## WHAT THIS TASK INVOLVES
From the first line of the listing below through the line with "ctx.setLineDash(dash || []);", transcribe exactly and skip the pictures.
******************************
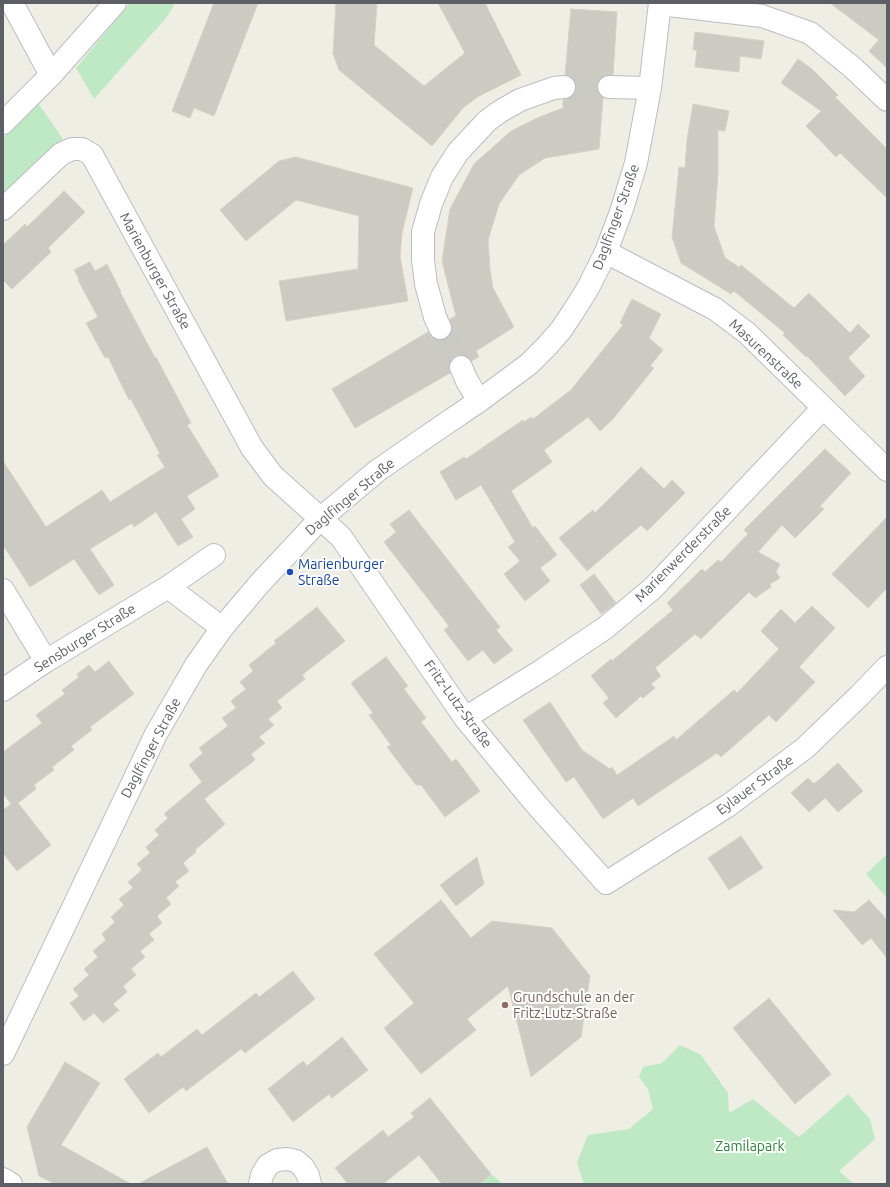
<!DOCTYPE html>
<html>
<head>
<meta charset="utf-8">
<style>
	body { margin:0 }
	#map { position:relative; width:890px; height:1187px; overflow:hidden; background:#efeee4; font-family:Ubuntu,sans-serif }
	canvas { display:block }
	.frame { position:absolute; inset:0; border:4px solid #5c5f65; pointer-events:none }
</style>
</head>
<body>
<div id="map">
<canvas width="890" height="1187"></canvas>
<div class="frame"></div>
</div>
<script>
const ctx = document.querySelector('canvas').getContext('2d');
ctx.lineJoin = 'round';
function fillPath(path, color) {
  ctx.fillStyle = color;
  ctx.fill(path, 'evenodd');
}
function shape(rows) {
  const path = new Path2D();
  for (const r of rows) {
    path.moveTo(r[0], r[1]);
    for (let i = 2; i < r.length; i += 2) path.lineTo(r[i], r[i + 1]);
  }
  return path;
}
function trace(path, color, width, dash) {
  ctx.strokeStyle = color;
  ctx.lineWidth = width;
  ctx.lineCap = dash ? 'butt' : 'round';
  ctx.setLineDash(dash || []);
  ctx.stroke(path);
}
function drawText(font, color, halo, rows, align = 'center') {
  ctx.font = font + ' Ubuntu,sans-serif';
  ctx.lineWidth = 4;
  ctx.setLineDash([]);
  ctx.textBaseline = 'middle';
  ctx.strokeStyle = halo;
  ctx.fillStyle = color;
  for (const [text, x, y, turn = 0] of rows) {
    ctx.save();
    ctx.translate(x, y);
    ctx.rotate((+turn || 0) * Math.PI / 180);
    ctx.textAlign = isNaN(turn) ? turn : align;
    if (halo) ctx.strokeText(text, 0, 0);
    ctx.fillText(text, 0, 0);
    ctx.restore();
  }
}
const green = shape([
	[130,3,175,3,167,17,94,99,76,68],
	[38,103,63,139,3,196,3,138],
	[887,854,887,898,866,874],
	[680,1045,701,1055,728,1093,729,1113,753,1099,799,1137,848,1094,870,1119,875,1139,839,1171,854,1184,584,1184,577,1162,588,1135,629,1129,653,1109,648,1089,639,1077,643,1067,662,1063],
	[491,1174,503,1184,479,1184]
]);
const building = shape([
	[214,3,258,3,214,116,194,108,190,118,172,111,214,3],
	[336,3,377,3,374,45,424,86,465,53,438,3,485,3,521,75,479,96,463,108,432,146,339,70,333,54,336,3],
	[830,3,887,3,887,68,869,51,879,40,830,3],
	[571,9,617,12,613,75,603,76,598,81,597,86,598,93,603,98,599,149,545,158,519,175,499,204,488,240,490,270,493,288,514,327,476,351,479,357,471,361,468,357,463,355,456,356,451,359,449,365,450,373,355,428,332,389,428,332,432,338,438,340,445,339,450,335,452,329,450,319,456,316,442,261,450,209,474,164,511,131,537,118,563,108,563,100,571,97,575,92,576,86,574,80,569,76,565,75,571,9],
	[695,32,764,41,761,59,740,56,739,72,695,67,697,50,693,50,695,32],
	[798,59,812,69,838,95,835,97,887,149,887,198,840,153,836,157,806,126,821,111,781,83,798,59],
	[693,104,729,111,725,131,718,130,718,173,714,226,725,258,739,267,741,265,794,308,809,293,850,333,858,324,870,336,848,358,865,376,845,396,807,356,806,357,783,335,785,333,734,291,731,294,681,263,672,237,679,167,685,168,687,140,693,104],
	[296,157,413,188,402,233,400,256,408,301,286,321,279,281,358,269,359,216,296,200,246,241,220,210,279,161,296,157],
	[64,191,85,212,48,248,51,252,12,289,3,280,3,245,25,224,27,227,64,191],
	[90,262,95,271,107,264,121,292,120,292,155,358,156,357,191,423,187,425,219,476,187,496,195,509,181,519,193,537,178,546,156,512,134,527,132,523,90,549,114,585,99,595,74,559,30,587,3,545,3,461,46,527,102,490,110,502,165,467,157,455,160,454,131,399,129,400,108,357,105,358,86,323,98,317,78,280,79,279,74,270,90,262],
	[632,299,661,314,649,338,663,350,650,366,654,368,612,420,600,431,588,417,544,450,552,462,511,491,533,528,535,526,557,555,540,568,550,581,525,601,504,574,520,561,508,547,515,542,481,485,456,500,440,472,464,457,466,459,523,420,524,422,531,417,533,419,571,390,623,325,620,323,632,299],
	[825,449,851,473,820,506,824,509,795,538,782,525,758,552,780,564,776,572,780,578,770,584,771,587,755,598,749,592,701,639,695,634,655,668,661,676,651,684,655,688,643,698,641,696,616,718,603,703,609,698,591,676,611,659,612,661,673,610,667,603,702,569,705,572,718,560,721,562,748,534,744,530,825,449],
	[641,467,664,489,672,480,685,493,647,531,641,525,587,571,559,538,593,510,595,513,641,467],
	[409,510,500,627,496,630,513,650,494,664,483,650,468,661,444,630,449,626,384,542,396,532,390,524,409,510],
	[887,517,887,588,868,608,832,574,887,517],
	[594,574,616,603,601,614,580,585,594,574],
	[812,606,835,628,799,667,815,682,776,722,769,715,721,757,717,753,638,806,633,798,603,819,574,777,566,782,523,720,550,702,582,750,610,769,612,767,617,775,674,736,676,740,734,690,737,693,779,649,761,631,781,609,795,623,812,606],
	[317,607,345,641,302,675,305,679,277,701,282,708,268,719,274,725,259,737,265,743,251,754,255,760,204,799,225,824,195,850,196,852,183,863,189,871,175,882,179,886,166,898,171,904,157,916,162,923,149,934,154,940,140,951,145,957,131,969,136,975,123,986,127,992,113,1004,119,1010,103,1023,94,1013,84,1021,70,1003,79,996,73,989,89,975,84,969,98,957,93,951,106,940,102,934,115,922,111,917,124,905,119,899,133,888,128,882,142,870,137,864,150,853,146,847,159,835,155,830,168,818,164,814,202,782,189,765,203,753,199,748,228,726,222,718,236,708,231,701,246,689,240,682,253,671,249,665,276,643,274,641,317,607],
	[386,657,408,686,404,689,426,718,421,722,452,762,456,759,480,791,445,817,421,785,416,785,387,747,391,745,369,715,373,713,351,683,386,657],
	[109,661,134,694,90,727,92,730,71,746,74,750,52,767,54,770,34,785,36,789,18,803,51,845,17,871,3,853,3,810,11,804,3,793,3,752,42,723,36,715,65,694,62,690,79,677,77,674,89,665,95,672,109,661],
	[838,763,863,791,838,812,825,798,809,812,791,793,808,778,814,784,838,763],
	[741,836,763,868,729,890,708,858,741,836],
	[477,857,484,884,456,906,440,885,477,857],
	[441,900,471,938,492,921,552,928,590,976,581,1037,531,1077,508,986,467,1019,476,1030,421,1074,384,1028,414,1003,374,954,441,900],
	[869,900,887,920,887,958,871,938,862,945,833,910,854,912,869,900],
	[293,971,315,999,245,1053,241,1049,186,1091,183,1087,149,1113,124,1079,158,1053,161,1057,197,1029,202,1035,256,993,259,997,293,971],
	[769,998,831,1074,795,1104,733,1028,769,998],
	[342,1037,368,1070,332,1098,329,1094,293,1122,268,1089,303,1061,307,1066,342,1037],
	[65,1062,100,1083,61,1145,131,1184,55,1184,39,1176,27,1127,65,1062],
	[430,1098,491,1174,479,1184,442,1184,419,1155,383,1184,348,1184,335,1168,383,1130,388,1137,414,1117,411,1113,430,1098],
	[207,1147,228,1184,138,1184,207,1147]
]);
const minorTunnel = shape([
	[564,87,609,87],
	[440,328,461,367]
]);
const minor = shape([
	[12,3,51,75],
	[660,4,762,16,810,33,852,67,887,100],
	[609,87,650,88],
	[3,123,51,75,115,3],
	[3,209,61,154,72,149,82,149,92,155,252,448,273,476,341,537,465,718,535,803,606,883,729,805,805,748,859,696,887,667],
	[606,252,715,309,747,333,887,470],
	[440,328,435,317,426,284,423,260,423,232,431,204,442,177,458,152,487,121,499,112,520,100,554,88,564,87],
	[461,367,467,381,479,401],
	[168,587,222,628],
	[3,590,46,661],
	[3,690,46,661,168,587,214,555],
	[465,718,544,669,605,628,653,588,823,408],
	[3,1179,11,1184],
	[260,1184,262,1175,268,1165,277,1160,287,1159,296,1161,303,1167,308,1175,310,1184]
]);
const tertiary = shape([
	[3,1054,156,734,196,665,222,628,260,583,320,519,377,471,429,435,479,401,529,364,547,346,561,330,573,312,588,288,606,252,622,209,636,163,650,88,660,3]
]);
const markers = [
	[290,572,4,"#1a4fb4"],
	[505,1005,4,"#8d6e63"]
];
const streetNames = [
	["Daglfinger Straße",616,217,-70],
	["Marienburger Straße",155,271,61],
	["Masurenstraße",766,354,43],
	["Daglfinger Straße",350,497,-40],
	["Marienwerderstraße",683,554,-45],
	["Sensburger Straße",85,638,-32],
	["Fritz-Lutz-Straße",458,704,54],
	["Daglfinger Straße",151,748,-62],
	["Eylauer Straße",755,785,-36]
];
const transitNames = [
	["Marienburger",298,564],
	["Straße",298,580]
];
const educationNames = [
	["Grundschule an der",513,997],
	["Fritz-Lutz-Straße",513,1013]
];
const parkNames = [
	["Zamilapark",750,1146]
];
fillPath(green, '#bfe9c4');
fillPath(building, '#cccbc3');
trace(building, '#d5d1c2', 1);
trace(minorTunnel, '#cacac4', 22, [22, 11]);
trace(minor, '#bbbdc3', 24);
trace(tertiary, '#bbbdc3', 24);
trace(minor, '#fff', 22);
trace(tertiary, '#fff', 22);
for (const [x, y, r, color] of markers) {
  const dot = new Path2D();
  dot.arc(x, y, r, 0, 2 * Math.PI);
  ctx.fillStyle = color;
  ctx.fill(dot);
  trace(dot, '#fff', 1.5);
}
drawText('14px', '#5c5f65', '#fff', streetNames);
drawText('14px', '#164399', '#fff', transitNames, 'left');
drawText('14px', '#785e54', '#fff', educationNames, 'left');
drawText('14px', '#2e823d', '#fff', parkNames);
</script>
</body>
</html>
******************************
## WRITTEN ANSWER
<!DOCTYPE html>
<html>
<head>
<meta charset="utf-8">
<style>
	body { margin:0 }
	#map { position:relative; width:890px; height:1187px; overflow:hidden; background:#efeee4; font-family:Ubuntu,sans-serif }
	canvas { display:block }
	.frame { position:absolute; inset:0; border:4px solid #5c5f65; pointer-events:none }
</style>
</head>
<body>
<div id="map">
<canvas width="890" height="1187"></canvas>
<div class="frame"></div>
</div>
<script>
const ctx = document.querySelector('canvas').getContext('2d');
ctx.lineJoin = 'round';
function fillPath(path, color) {
  ctx.fillStyle = color;
  ctx.fill(path, 'evenodd');
}
function shape(rows) {
  const path = new Path2D();
  for (const r of rows) {
    path.moveTo(r[0], r[1]);
    for (let i = 2; i < r.length; i += 2) path.lineTo(r[i], r[i + 1]);
  }
  return path;
}
function trace(path, color, width, dash) {
  ctx.strokeStyle = color;
  ctx.lineWidth = width;
  ctx.lineCap = dash ? 'butt' : 'round';
  ctx.setLineDash(dash || []);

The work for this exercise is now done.